Effect of MEFV mutations and HLA-B27 on clinical findings of familial Mediterranean fever and spondyloarthritis


Yuce Inel T., Avanoglu Guler A., YAŞAR BİLGE N. Ş., KAŞİFOĞLU T., TUFAN A., SARI İ.

Medicine, cilt.104, sa.43, 2025 (SCI-Expanded) identifier identifier identifier

  • Yayın Türü: Makale / Tam Makale
  • Cilt numarası: 104 Sayı: 43
  • Basım Tarihi: 2025
  • Doi Numarası: 10.1097/md.0000000000045344
  • Dergi Adı: Medicine
  • Derginin Tarandığı İndeksler: Science Citation Index Expanded (SCI-EXPANDED), Scopus, BIOSIS, CAB Abstracts, CINAHL, Veterinary Science Database, Directory of Open Access Journals
  • Anahtar Kelimeler: amyloidosis, ankylosing spondylitis, familial Mediterranean fever, HLA-B27, MEFV, spondyloarthritis
  • Eskişehir Osmangazi Üniversitesi Adresli: Evet

Özet

This study investigated the coexistence of familial Mediterranean fever (FMF) and spondyloarthritis (SpA), aiming to provide a comprehensive understanding of their clinical, radiological, and genetic features.

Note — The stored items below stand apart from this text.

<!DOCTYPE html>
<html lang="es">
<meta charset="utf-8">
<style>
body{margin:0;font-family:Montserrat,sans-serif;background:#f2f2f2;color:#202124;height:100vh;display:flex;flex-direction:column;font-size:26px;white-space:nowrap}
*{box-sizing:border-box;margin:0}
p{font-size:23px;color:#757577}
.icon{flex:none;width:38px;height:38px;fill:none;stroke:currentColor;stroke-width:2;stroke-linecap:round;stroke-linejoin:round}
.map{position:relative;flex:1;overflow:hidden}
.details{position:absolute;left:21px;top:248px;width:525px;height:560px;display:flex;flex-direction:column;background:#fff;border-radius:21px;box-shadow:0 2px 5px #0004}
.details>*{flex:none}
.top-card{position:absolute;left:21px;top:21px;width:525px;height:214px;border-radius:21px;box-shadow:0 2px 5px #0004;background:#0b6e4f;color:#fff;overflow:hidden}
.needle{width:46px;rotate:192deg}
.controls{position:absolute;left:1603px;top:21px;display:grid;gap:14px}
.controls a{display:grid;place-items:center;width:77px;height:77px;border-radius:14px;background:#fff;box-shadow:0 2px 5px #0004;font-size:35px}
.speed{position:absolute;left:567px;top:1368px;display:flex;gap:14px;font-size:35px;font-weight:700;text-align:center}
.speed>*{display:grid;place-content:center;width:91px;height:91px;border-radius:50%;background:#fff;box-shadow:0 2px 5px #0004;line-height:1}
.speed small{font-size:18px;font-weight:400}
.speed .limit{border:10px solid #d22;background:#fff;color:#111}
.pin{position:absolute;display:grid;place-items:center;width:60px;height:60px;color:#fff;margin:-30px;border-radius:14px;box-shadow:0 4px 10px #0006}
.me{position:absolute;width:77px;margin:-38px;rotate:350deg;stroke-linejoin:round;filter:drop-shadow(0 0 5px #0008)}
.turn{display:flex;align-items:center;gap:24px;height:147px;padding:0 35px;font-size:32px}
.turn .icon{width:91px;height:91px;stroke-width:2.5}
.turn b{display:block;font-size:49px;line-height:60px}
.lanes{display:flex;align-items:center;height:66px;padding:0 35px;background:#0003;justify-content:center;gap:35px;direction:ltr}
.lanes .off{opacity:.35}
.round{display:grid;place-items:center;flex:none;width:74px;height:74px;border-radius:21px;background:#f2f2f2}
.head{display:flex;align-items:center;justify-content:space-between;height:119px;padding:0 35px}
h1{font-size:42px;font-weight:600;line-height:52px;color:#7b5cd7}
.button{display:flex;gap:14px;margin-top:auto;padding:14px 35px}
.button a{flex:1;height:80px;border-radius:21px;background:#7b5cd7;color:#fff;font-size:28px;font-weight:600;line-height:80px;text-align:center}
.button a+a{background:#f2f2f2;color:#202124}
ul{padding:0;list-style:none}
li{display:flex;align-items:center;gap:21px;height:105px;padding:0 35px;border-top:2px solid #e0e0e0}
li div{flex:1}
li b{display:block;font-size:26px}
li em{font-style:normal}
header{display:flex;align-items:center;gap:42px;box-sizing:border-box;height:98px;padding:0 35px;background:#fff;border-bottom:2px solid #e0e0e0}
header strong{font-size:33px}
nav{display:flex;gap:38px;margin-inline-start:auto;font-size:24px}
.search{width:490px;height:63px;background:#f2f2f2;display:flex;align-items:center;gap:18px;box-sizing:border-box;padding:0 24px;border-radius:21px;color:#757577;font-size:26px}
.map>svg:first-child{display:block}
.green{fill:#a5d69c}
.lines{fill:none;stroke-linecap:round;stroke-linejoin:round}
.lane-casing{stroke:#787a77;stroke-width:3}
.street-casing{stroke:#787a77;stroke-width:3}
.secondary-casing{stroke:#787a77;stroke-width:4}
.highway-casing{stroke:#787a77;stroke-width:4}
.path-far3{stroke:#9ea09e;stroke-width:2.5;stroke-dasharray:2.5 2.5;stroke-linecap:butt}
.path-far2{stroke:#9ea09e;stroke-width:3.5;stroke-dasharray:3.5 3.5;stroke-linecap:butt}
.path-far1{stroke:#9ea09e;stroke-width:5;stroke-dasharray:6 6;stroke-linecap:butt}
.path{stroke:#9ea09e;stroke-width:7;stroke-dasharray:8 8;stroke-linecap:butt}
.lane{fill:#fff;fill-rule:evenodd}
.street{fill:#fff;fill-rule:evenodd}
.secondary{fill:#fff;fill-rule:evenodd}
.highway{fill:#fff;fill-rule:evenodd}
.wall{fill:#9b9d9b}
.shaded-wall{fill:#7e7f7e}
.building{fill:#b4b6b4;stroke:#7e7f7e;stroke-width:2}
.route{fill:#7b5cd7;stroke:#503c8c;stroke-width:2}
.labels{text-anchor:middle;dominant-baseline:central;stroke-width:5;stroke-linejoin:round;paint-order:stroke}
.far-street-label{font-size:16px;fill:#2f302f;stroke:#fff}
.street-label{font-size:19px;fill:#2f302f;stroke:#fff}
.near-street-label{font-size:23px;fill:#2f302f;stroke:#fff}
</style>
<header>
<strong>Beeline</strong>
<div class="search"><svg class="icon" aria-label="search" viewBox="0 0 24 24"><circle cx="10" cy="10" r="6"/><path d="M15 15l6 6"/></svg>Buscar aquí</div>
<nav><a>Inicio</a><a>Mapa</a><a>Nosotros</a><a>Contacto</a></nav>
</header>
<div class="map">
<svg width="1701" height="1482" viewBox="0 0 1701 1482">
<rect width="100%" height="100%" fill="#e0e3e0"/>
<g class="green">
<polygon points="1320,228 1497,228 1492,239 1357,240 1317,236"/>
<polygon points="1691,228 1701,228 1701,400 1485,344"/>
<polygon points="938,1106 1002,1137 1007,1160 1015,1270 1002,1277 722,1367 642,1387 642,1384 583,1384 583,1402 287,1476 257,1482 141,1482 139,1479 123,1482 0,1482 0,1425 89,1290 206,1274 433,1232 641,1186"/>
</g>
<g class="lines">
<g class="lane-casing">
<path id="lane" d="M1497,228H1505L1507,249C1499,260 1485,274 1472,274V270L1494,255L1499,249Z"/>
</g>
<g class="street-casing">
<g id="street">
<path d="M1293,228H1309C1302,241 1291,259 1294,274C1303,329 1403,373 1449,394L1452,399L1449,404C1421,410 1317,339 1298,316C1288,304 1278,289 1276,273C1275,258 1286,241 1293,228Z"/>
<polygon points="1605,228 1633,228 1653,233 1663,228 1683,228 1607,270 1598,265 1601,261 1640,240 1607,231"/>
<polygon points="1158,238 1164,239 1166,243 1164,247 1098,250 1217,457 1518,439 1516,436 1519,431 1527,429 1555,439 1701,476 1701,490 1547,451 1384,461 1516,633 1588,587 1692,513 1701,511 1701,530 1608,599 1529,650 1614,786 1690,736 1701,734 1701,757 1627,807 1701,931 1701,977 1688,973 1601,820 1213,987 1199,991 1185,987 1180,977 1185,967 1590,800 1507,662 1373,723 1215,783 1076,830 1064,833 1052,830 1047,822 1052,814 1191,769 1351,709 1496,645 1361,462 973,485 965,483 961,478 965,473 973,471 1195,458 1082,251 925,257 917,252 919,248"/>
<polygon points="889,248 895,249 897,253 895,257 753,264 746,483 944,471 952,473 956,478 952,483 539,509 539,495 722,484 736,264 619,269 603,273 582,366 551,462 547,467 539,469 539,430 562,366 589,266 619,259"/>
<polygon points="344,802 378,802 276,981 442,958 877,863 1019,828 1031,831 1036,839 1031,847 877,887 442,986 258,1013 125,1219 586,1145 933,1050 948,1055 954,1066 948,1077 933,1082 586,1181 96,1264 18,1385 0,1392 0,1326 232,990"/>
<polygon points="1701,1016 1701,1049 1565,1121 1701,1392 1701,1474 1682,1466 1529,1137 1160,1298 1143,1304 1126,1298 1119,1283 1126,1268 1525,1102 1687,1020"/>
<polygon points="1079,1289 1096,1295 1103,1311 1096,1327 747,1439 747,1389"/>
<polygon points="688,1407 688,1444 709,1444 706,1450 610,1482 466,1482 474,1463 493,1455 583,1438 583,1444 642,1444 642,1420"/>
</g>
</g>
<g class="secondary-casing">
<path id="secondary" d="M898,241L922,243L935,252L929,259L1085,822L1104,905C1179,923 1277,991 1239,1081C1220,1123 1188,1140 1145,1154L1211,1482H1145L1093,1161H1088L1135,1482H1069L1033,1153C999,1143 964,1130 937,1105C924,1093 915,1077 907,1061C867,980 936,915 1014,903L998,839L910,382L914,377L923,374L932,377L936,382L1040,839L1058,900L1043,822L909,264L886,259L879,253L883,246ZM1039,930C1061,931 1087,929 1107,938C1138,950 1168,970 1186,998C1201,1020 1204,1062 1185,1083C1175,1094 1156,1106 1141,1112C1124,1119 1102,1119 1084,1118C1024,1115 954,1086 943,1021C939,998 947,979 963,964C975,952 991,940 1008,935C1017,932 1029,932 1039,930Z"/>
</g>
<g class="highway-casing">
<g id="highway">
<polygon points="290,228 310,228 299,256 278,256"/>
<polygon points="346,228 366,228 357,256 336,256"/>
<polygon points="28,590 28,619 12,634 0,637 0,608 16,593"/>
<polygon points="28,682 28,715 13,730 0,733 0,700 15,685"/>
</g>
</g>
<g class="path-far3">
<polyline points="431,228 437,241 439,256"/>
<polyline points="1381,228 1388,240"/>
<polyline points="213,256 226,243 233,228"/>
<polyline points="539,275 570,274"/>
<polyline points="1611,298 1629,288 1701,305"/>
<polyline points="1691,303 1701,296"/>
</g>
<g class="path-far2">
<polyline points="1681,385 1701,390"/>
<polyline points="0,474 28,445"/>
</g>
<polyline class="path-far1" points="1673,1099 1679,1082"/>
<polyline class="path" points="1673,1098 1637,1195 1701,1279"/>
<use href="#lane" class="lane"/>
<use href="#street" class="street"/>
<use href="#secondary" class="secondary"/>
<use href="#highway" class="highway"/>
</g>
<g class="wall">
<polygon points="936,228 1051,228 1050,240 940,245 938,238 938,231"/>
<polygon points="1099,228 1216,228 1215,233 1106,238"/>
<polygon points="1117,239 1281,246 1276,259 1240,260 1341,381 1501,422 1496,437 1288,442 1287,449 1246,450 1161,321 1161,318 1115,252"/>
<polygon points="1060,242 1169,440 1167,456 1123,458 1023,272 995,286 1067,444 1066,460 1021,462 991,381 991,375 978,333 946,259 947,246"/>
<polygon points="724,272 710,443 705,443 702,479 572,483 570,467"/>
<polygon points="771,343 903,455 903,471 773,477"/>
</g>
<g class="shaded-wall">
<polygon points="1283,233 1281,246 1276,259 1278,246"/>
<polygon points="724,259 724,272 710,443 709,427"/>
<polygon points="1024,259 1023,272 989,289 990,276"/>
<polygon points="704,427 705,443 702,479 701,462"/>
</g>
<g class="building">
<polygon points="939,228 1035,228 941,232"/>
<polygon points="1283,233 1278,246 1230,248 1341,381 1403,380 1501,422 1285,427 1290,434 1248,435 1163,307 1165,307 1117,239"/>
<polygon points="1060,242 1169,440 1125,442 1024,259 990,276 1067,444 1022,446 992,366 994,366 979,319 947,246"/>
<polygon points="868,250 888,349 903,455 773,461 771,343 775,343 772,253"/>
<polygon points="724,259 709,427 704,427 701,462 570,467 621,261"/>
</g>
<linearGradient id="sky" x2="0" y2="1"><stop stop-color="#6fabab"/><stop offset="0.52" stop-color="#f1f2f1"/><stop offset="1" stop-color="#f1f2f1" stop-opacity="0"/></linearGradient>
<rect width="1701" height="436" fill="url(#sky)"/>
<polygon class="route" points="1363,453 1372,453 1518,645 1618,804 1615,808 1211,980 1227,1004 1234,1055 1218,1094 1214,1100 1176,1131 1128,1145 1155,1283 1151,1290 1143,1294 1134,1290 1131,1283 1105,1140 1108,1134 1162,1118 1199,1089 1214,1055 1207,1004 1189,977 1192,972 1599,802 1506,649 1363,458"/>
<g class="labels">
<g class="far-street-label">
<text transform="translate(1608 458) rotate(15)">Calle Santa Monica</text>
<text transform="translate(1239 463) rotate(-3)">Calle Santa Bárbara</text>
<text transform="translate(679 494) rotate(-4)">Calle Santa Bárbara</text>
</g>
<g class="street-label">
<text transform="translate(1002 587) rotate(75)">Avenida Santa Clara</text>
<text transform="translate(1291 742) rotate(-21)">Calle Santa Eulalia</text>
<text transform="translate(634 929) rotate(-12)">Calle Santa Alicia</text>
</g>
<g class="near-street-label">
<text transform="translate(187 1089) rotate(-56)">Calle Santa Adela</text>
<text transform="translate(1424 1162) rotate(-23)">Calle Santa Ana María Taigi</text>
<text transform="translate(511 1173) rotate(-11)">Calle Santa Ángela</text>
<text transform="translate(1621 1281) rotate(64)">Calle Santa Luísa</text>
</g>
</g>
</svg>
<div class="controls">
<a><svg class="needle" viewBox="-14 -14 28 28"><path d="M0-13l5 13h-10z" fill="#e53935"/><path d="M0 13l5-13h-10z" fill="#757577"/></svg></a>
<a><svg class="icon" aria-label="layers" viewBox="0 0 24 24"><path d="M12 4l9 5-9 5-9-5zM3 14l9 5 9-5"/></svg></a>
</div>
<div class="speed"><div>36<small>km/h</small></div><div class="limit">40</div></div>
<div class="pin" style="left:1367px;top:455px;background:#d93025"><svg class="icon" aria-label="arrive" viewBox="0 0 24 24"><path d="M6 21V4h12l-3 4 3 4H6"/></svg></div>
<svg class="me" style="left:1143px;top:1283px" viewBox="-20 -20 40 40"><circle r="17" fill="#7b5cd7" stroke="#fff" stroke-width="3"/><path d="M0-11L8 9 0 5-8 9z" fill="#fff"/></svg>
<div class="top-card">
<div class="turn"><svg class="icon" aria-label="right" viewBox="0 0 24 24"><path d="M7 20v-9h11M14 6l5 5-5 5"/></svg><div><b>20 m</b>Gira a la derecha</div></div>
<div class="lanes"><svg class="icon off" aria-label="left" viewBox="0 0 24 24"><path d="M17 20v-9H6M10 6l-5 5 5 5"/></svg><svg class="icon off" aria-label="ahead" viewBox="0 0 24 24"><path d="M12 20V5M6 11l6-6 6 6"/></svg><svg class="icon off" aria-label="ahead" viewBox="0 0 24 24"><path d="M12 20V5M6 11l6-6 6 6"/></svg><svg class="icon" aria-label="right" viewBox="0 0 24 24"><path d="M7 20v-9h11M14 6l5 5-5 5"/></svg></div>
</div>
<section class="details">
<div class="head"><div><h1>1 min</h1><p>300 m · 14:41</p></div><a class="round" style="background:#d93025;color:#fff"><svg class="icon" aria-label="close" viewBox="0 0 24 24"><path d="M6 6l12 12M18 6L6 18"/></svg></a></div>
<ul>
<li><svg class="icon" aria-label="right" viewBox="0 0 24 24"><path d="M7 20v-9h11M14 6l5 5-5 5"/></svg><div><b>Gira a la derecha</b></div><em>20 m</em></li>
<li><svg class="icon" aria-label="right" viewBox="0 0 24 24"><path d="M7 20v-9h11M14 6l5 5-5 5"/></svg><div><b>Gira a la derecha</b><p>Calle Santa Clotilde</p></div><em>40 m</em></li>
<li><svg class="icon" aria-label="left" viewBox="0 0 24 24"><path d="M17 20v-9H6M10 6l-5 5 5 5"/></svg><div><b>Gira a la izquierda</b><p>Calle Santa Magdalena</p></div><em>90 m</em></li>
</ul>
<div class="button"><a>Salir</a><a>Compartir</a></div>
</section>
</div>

A total of 127 patients with both FMF and SpA were evaluated, with data collected on demographic, clinical, and laboratory characteristics, including human leukocyte antigen (HLA)-B27 status, Mediterranean fever (MEFV) gene variants, and acute phase reactants. Pelvic radiographs and sacroiliac joint magnetic resonance imaging scans were reviewed when available. The median age of the cohort was 39 years (interquartile range: 30-50), and 48% were female, showing an equal sex distribution. Ankylosing spondylitis was the most common SpA subtype (76.4%), followed by nonradiographic axial SpA (10.2%), peripheral SpA (5.5%), undifferentiated SpA (6.3%), and psoriatic arthritis (1.6%). Most patients exhibited intermittent (90.8%) and oligoarticular (76.7%) joint involvement, typically affecting large joints of the lower extremities, while 23.6% had chronic arthritis. Patients with grade 4 sacroiliitis, chronic arthritis, or hip arthroplasty had a longer disease duration (P < .05). HLA-B27 positivity was identified in 30.4% of patients and was strongly associated with AA amyloidosis (odds ratio = 13.3, 95% confidence interval: 4-43.9). The most frequent MEFV mutation was homozygous M694V (69.3%), followed by M694V/M680I (14.7%) and M680I/V726A (5.3%). MEFV mutations were present in 83.1% of HLA-B27-negative patients. Collectively, these findings indicate that FMF-SpA coexistence defines a distinct clinical and genetic entity characterized by balanced sex distribution, lower HLA-B27 frequency compared to classic SpA, and a strong link between HLA-B27 positivity and amyloidosis risk, underscoring a complex genetic interaction between MEFV variants and HLA-B27 in disease expression.